PS: I have been away for too long!
Runtime Error is offline   Reply With Quote
Old 2022-06-12, 13:32   #2766
Zhangrc
 
"University student"
May 2021
Beijing, China

269 Posts
Default Why does proof initialization take so long?

On Google Colab, Tesla T4:
Code:
rm: cannot remove 'memlock-0': No such file or directory
20220612 13:20:23 GpuOwl VERSION v7.2-91-g9c22195
20220612 13:20:23 GpuOwl VERSION v7.2-91-g9c22195
20220612 13:20:23 config: -maxAlloc 9.6G -log 40000 -B1 800000 
20220612 13:20:23 device 0, unique id ''
20220612 13:20:24 Tesla T4-0 113032481 FFT: 6M 1K:12:256 (17.97 bpw)
20220612 13:20:24 Tesla T4-0 113032481 OpenCL args "-DEXP=113032481u -DWIDTH=1024u -DSMALL_HEIGHT=256u -DMIDDLE=12u -DWEIGHT_STEP=0.023826314173892589 -DIWEIGHT_STEP=-0.023271832188761062 -DIWEIGHTS={0,-0.046002086204100269,-0.089887980473071061,-0.13175503205073663,-0.17169611191261491,-0.20979981877560222,-0.24615067563078263,-0.28082931723531812,} -DFWEIGHTS={0,0.048220321594898211,0.098765842604511836,0.15174868489239071,0.20728637687440288,0.26550211422442604,0.32652503315135151,0.39049049685359266,}  -cl-std=CL2.0 -cl-finite-math-only "
20220612 13:20:26 Tesla T4-0 113032481 

20220612 13:20:26 Tesla T4-0 113032481 OpenCL compilation in 1.77 s
20220612 13:20:26 Tesla T4-0 113032481 maxAlloc: 9.6 GB
20220612 13:20:27 Tesla T4-0 113032481 P1(0) 0 bits
20220612 13:20:30 Tesla T4-0 113032481 OK  95094000 on-load: blockSize 400, 05916431a052c7c0
20220612 13:20:30 Tesla T4-0 113032481 validating proof residues for power 8
20220612 13:22:54 Tesla T4-0 113032481 Proof using power 8
20220612 13:23:02 Tesla T4-0 113032481 OK  95094800  84.13% edcfbaa6de2347ec 6171 us/it + check 2.53s + save 0.23s; ETA 1d 06:45 1 errors
20220612 13:23:33 Tesla T4-0 113032481  95100000 d19f15dc27b170f7 6121
Took 144 seconds.
I'm using free account, so there's only about 3 hours of usage every day. One minute have to be spent on environment configuration, another 2.5 minutes for proof initialization, which both waste a lot of time.
AFAIK, Prime95 does not spend this much time on proof initialization, it usually starts in less than a second.
Why does proof initialization take so long? could it be avoided?
Anyway, I will have submitted this exponent by the end of this month, when I'll make an upgrade and see if the problem resolves itself. But anyhow it's still really strange.

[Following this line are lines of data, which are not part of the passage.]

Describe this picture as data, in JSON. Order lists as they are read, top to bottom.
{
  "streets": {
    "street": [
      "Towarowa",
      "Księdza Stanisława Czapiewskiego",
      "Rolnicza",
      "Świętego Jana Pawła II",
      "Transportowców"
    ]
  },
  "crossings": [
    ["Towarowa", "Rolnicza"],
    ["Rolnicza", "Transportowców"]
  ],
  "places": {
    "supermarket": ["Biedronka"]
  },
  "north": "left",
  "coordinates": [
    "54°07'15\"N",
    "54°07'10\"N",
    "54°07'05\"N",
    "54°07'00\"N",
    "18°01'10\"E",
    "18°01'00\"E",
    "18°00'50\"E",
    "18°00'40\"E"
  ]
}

Last fiddled with by Zhangrc on 2022-06-12 at 13:37
Zhangrc is offline   Reply With Quote
Old 2022-06-12, 14:55   #2767
kriesel
 
kriesel's Avatar
 
"TF79LL86GIMPS96gpu17"
Mar 2017
US midwest

26×3×37 Posts
Default

Here's what I think is happening. Power 8 means 256 residues will be stored for proof generation. 84% means ~215 have already been stored.
Validation means they are being read and checked. Their MD5 values get checked IIRC. That occurs with one CPU thread.
With local GPU and CPU, I have observed low GPU utilization during that period. See https://mersenneforum.org/showpost.p...postcount=2761

Validation duration increases on the same assignment and hardware as the prp residue collection progresses. The more residues to check, the longer it would take, about linear with number to check.
Checking ~23 to check takes ~22 seconds 15:10:01 -:23, ~0.96 second each stored residue (+-~0.1)
Code:
2022-05-14 15:10:01 asr2-radeonvii3 validating proof residues for power 10 
2022-05-14 15:10:23 asr2-radeonvii3 Proof using power 10 (vs 11) for 405001661 
2022-05-14 15:12:00 asr2-radeonvii3 405001661 OK  9320000   2.30%; 4812 us/it; ETA 22d 00:57; f5d52a30056294db (check 49.38s)
~679 to check takes longer, 07:46:13 to 7:58:34, 12:23 ~743 seconds, or ~1.09 second each:
Code:
2022-06-12 07:46:13 asr2-radeonvii3 validating proof residues for power 10
2022-06-12 07:58:34 asr2-radeonvii3 Proof using power 10 (vs 11) for 405001661
2022-06-12 08:00:52 asr2-radeonvii3 405001661 OK 268620000  66.32%; 4561 us/it; ETA 7d 04:49; 622676663e5aed30 (check 46.92s)
Note this is a power 10 run, on Radeon VII GPU, Windows10, Celeron G1840 cpu system.
I've had multiple proof generation failures on prime95, after lengthy runs. (Not the same as the partial proof uploads issue; typically there is an MD5 check failure at local proof generation time on the client.) I don't recall proof generation failures on gpuowl.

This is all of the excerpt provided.